ReducedLUT: Table Decomposition with "Don't Care" Conditions
Oliver Cassidy, Marta Andronic, Samuel Coward, George A. Constantinides
TL;DR
The paper tackles the challenge of compressing irregular LUT-based neural networks by introducing ReducedLUT, which injects don't-care conditions into L-LUT entries to boost self-similarity and enable more aggressive decomposition. Building on CompressedLUT, ReducedLUT uses a don’t-care based search, a similarity-driven L-LUT compression, and an exiguity constraint to minimize the number of unique sub-tables. Empirical results on NeuraLUT-based networks show up to 39% reductions in P-LUT utilization with minimal accuracy loss, outperforming baseline methods across multiple benchmarks.

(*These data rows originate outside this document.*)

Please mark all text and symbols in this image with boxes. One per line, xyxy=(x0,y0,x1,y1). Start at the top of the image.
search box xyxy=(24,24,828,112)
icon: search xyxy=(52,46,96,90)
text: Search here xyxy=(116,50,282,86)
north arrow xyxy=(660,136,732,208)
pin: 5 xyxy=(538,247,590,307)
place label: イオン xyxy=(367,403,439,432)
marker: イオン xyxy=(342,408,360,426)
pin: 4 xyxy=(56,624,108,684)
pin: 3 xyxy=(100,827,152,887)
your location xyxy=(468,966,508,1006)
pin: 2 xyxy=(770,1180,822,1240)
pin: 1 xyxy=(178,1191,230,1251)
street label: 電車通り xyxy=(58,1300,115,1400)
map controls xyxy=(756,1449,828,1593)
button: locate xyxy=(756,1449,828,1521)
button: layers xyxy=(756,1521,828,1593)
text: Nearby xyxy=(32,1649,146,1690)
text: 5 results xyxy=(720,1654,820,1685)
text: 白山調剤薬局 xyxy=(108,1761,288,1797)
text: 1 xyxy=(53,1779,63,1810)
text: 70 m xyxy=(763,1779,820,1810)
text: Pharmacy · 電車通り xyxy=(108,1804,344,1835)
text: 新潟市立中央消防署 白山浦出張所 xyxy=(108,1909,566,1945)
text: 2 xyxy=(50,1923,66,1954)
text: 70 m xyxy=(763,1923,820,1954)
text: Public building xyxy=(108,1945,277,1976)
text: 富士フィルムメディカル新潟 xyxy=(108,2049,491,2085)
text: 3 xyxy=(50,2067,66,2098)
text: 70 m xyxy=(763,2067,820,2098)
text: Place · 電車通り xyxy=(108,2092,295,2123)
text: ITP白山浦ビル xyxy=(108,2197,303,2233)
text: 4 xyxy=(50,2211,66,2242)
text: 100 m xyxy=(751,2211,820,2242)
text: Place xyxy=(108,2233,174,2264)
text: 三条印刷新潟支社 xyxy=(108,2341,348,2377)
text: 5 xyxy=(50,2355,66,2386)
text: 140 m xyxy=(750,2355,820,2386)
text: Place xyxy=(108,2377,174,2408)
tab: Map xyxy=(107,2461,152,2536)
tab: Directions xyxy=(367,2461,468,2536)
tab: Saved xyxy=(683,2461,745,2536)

The work broadens the applicability of LUT compression to irregular DNN LUTs and offers an open-source toolflow for hardware-efficient NN inference on FPGAs.
Abstract
Lookup tables (LUTs) are frequently used to efficiently store arrays of precomputed values for complex mathematical computations. When used in the context of neural networks, these functions exhibit a lack of recognizable patterns which presents an unusual challenge for conventional logic synthesis techniques. Several approaches are known to break down a single large lookup table into multiple smaller ones that can be recombined. Traditional methods, such as plain tabulation, piecewise linear approximation, and multipartite table methods, often yield inefficient hardware solutions when applied to LUT-based NNs. This paper introduces ReducedLUT, a novel method to reduce the footprint of the LUTs by injecting don't cares into the compression process. This additional freedom introduces more self-similarities which can be exploited using known decomposition techniques. We then demonstrate a particular application to machine learning; by replacing unobserved patterns within the training data of neural network models with don't cares, we enable greater compression with minimal model accuracy degradation. In practice, we achieve up to $1.63\times$ reduction in Physical LUT utilization, with a test accuracy drop of no more than $0.01$ accuracy points.